I’m honestly pretty stumped at the moment. The simplest test case I’ve been using is for X1 and X2 to be two flips of a biased coin, where the bias is known to be either k or 1−k with equal probability of either. As k varies, we want to swap from Δ≅Λ to the trivial case |Δ|=1 and back. This (optimally) happens at around k=0.08 and k=0.92. If we swap there, then the sum of errors for the three diagrams of Δ does remain less than 2(ϵ+ϵ+ϵ) at all times.
Likewise, if we do try to define Δ(X), we need to swap from a Δ which is equal to the number of heads, to |Δ|=1, and back.
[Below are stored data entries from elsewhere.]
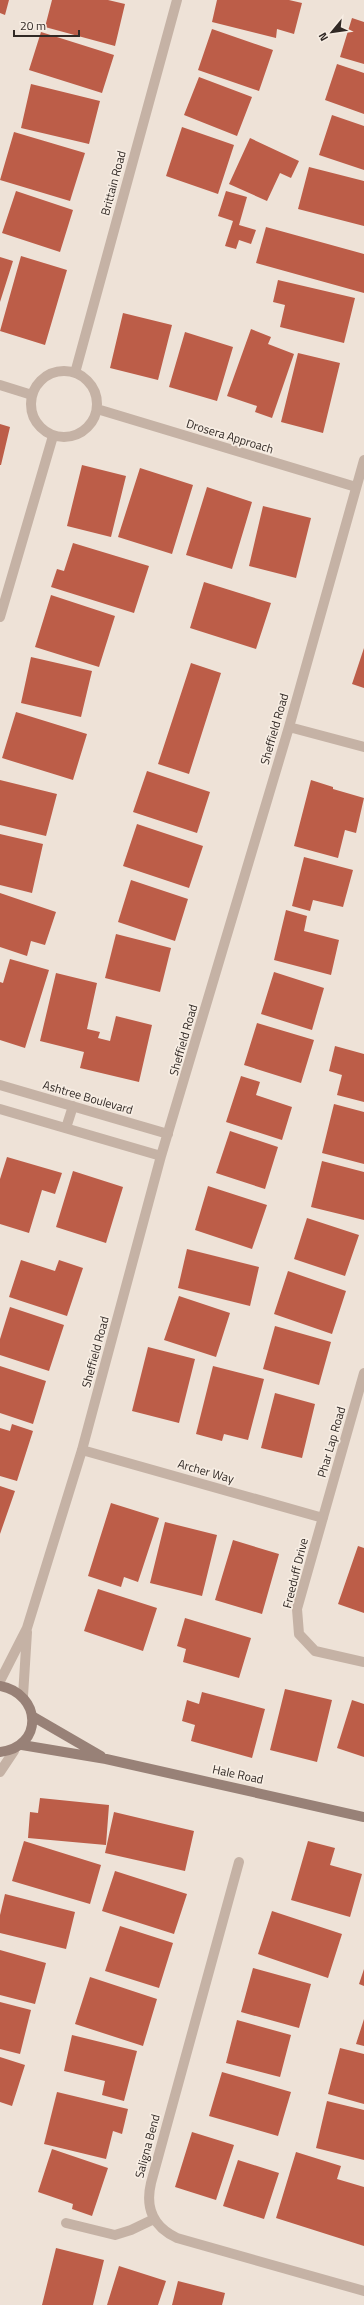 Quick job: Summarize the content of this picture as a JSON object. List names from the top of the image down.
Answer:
{
  "streets": {
    "main road": ["Hale Road"],
    "street": [
      "Brittain Road",
      "Drosera Approach",
      "Sheffield Road",
      "Ashtree Boulevard",
      "Phar Lap Road",
      "Archer Way",
      "Freeduff Drive",
      "Saligna Bend"
    ]
  },
  "crossings": [
    ["Brittain Road", "Drosera Approach"],
    ["Drosera Approach", "Sheffield Road"],
    ["Sheffield Road", "Ashtree Boulevard"],
    ["Sheffield Road", "Archer Way"],
    ["Phar Lap Road", "Archer Way"],
    ["Phar Lap Road", "Freeduff Drive"],
    ["Archer Way", "Freeduff Drive"]
  ],
  "scale_bar": "20 m",
  "north": "bottom left"
}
In neither case can I find a construction of Δ(X) or Δ(Λ) which swaps from one phase to the other at the right time! My final thought is for Δ to be some mapping Λ→P(Λ) consisting of a ball in probability space of variable radius (no idea how to calculate the radius) which would take k→{k} at k≈1 and k→{k,1−k} at k≈0.5. Or maybe you have to map Λ→P(X) or something like that. But for now I don’t even have a construction I can try to prove things for.
Perhaps a constructive approach isn’t feasible, which probably means I don’t have quite the right skillset to do this.
OK so some further thoughts on this: suppose we instead just partition the values of Λ directly by something like a clustering algorithm, based on DKL in P[X|Λ] space, and take Δ(Λ) just be the cluster that λ is in:
Assuming we can do it with small clusters, we know that P[X|Λ]≈P[X|Δ] is pretty small, so DKL(P[X]||P[X|Δ]) is also small.
And if we consider X2←X1→Λ, this tells us that learning X1 restricts us to a pretty small region of P[X2] space (since P[X2|X1]≈P[X2|X1,Λ]) so Δ should be approximately deterministic in X1. This second part is more difficult to formalize, though.
Edit: The real issue is whether or not we could have lots of Λ values which produce the same distribution over X2 but different distributions over X1, and all be pretty likely given X1=x1 for some x1. I think this just can’t really happen for probable values of x1, because if these values of λ produce the same distribution over X2, but different distributions over X1, then that doesn’t satisfy X1←X2→Λ, and secondly because if they produced wildly different distributions over X1, then that means they can’t all have high values of P[X1=x1|Λ=λ], and so they’re not gonna have high values of P[Λ=λ|X1=x1].